After moving home to Dallas, he spent time jogging, bicycling and relaxing.
He wrote a book, gave speeches and learned how to paint. He even recently became a grandfather.
This week, he steps back into the public spotlight as he and former first lady Laura Bush dedicate the $250 million George W. Bush Presidential Center – a three-story, 226,565-square-foot complex that includes a library, museum and institute – along the edges of the Southern Methodist University campus in Dallas.
On Wednesday, the center was handed over to the U.S. National Archives and Records Administration, with Bush and his wife, Laura, attending the ceremony.
Today, the center honoring the country’s 43rd president will be unveiled to the world during an invitation-only gathering of thousands of dignitaries, world leaders, family members and friends. The official dedication will be a rare gathering that includes President Barack Obama and the four living former presidents, George W. Bush, Bill Clinton, George H.W. Bush and Jimmy Carter.
“The significance of the dedication ceremony is greater than normal due to the very low profile Bush has kept since leaving office,” said Mark Jones, a political science professor at Rice University.
The center will open to the public on May 1.
This red brick and limestone presidential center has been in the works since SMU was chosen as the site in 2008. The center houses a library and a museum, presidential archives, a public policy institute, the Bush foundation and a 15-acre park, all honoring Bush’s two terms in office
The center, designed by New York architect Robert A.M. Stern and landscaped by Michael Van Valkenburgh, is located on a 23-acre site at SMU – Laura Bush’s alma mater – and features permanent and temporary exhibits, a Decisions Point Theater, a life-size “Oval Office” that looks as though it was taken straight out of the White House during Bush’s tenure from 2001 to 2009 and a Texas Rose Garden, a version of the White House Rose Garden with plants that flourish in the Texas heat.
The building also includes the “Cafe 43” restaurant, a museum store, classrooms, research rooms, offices, seminar rooms and an auditorium. Most materials for the complex, ranging from the pecan paneling inside to the bluebonnets outside, came from within 500 miles of Dallas.

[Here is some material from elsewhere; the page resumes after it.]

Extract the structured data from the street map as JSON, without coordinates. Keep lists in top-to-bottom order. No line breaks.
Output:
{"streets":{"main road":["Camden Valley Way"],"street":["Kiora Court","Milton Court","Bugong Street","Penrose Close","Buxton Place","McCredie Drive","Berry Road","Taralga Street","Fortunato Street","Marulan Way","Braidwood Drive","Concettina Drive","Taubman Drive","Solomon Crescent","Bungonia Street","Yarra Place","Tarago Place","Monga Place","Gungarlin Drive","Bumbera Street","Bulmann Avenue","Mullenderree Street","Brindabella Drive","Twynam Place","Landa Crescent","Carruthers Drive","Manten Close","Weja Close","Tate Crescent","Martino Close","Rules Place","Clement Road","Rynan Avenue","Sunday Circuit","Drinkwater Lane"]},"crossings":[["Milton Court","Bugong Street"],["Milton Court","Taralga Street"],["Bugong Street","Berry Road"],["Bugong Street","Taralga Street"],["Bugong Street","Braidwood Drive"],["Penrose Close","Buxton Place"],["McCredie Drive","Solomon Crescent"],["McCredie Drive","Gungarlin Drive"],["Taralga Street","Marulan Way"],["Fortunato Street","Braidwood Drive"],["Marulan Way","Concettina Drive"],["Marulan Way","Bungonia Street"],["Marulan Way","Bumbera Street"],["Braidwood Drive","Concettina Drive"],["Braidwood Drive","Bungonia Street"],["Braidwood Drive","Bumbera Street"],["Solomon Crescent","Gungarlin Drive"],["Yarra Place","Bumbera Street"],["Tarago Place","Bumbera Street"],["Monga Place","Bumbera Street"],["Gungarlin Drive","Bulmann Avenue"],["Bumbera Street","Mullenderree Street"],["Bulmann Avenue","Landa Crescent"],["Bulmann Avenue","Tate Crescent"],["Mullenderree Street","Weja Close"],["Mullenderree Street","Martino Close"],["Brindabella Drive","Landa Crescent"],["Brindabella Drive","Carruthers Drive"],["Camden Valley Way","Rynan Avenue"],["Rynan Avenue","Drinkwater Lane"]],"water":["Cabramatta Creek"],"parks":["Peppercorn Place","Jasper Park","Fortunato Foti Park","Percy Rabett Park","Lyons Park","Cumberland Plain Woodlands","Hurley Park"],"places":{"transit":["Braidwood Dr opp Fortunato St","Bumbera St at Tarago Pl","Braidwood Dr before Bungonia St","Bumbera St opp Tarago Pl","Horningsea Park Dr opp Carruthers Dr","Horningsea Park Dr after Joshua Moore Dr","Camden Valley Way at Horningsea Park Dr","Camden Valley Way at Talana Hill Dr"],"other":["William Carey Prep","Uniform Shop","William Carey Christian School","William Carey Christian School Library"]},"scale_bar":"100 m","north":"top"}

Inside, there are more than 40,000 items from the Bush presidency, ranging from the 9 mm Glock pistol that Saddam Hussein had when he was found in a spider hole in Iraq, to the bullhorn that Bush used when visiting ground zero after Sept. 11. Other items include more than 200 million emails, 80 terabytes of digital information, nearly 70 million pages of documents and nearly 4 million photos.